The Quick Take:
- The actions of the Federal Reserve in raising interest rates appear to be working. Retail sales slowed in October. Slower growth in spending does not mean that spending has halted.
- Inflation slowed once again last month, adding further credence to the Fed’s efforts. There’s room to go, but the trend remains intact to the downside.
- The trend is also positive in the labor market. We’re seeing slower job growth and higher jobless claims. This may sound counterintuitive, but we do want to see a slowing labor market from the hot streak it’s been on.
- The threat of a government shutdown has been postponed until January 2024. The noise around this will amplify, but no action should be taken on your plan or your strategies simply because of added hype on the potential for a short-lived shutdown.
Comments from the Investment Policy Committee:
- October’s retail sales revealed a marginal decline of -0.1%, exceeding consensus forecasts. The monthly decline serves as a positive signal, suggesting a measured approach to curbing excessive spending without stifling overall consumption.
- U.S. inflation broadly slowed in October, with headline consumer price inflation (CPI) falling to 3.2% year over year and core CPI decelerating to 4%. Weak producer price inflation and declining import prices further support the disinflation narrative.
- Jobless claims have been trending higher in recent weeks, with continuing claims reaching the highest level in almost two years.
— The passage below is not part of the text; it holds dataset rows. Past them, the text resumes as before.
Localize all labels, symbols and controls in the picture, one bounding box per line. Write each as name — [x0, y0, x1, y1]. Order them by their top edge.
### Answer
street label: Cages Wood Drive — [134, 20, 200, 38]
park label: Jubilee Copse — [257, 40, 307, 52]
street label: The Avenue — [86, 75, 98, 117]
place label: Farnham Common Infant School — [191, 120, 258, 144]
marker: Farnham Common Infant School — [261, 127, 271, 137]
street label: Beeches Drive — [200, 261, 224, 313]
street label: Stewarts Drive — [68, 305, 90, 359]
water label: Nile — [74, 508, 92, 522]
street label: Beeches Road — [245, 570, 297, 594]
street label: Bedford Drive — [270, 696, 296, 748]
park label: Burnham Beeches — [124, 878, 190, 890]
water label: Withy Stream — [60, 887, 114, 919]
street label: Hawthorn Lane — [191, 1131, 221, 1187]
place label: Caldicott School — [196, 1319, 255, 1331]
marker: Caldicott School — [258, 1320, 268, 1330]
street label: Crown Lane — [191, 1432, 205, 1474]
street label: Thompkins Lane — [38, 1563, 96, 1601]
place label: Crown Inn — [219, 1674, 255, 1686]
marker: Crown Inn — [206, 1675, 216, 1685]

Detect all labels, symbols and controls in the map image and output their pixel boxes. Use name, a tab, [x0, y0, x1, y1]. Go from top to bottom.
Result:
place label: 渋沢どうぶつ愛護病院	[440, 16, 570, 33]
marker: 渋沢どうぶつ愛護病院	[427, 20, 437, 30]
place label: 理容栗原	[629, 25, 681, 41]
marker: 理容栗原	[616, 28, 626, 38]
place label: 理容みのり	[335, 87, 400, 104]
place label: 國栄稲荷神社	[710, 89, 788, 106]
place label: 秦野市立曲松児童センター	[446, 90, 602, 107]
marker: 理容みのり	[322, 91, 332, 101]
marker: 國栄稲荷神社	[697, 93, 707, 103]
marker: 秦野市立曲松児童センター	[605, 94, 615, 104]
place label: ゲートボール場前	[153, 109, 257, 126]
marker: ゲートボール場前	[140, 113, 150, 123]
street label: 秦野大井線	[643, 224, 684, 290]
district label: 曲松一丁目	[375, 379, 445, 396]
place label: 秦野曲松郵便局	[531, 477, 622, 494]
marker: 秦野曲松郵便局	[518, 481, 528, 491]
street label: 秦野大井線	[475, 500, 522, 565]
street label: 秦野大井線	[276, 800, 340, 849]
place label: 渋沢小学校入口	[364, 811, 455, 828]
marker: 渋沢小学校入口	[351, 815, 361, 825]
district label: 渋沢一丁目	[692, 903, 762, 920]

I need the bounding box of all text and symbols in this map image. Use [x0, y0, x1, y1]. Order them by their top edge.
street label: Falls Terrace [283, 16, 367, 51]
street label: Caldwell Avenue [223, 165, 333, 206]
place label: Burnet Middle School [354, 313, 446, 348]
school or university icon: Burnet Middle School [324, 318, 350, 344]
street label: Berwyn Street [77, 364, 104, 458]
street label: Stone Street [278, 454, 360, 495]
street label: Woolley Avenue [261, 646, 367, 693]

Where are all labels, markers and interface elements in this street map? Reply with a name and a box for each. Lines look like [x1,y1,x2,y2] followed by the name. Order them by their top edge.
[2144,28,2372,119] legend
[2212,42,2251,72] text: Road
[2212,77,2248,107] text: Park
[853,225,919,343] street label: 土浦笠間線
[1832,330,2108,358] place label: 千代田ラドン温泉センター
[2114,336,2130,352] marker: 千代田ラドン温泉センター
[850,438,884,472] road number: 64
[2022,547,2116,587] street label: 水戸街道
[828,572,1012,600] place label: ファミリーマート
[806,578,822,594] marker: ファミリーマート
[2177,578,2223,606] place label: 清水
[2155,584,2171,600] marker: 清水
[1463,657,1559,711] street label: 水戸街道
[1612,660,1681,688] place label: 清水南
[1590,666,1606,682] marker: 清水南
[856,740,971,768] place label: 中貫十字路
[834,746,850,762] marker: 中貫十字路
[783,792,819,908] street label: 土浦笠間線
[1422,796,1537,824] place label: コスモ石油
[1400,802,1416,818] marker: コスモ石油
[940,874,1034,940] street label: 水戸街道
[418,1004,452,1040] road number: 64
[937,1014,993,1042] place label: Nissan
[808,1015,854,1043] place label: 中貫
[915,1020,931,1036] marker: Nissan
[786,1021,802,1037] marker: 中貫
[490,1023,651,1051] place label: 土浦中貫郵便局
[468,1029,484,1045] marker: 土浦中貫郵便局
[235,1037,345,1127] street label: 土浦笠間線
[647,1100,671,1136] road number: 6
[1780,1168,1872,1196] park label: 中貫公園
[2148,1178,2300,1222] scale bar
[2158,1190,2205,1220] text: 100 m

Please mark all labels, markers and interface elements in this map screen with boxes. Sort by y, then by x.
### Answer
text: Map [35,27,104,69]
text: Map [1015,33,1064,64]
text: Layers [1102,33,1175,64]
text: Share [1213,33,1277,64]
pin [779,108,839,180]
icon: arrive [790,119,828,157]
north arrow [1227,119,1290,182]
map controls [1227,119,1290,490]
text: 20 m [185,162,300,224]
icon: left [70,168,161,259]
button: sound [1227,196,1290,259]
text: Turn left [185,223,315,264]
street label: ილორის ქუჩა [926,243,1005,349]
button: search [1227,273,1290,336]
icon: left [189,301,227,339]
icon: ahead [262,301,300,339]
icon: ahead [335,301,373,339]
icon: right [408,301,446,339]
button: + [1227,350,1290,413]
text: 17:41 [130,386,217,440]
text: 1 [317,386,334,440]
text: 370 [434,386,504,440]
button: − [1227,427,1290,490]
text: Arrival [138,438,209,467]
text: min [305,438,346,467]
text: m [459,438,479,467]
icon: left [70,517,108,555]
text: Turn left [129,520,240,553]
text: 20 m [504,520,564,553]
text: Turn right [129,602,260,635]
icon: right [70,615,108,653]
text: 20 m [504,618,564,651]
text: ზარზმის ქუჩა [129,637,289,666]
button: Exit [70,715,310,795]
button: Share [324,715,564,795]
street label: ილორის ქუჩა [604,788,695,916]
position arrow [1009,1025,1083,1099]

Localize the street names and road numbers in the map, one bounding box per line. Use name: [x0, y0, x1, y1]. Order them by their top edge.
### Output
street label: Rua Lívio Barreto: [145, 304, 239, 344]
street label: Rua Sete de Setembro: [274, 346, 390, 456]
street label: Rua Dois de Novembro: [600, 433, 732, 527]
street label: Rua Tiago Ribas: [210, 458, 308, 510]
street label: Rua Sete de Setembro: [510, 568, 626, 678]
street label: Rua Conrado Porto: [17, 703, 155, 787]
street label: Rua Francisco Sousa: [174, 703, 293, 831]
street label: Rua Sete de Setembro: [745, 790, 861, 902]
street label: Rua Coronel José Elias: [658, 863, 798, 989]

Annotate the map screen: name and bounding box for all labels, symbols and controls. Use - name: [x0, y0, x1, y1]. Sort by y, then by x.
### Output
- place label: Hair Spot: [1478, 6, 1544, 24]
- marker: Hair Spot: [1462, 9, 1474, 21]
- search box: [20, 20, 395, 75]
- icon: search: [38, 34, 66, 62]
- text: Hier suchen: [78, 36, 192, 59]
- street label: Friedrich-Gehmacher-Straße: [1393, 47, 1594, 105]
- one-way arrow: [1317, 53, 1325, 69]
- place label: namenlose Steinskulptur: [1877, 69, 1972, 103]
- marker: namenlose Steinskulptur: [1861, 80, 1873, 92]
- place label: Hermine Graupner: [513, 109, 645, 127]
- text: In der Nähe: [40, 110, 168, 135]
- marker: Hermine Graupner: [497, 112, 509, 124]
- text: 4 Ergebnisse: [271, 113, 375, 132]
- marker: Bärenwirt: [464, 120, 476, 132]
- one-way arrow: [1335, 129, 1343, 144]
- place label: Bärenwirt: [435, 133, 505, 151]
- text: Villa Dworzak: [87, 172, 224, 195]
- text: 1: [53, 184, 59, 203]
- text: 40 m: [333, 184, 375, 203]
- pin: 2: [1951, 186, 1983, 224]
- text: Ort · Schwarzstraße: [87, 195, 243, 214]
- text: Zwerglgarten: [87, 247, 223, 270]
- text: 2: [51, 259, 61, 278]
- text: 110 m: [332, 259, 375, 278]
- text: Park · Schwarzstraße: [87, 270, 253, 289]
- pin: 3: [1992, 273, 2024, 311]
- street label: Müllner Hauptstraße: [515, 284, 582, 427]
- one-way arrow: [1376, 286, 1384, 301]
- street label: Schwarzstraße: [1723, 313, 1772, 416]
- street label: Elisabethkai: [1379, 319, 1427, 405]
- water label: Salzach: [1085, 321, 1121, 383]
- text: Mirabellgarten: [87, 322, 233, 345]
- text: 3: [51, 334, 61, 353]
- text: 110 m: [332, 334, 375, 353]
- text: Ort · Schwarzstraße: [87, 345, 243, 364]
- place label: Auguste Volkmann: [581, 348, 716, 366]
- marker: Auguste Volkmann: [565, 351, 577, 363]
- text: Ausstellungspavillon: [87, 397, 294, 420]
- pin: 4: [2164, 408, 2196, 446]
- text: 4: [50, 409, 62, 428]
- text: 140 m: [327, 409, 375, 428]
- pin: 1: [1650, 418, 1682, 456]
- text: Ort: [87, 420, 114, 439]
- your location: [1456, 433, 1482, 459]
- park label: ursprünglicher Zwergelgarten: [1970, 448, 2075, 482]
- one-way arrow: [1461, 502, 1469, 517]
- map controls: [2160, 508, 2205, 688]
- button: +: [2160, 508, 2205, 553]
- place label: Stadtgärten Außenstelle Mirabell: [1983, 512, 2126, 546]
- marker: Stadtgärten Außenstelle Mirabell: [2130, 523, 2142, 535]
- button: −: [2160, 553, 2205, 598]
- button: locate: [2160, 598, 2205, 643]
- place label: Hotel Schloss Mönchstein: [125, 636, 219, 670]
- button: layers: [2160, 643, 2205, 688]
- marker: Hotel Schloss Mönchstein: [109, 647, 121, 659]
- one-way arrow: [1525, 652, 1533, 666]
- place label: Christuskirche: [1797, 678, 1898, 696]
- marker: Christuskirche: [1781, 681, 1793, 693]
Combined with moderating nonfarm payroll job gains and slower wage growth, this data indicates a durable normalization within the labor market.
- Congress passed a stopgap funding bill, extending the status quo until early next year and averting the threat of a government shutdown until January 2024.
- A marginal pullback in retail sales following robust summer consumption, combined with encouraging readings on inflation and steady normalization in the labor market, likely provides the Federal Reserve with evidence that its restrictive monetary policy is effectively reducing inflationary pressures.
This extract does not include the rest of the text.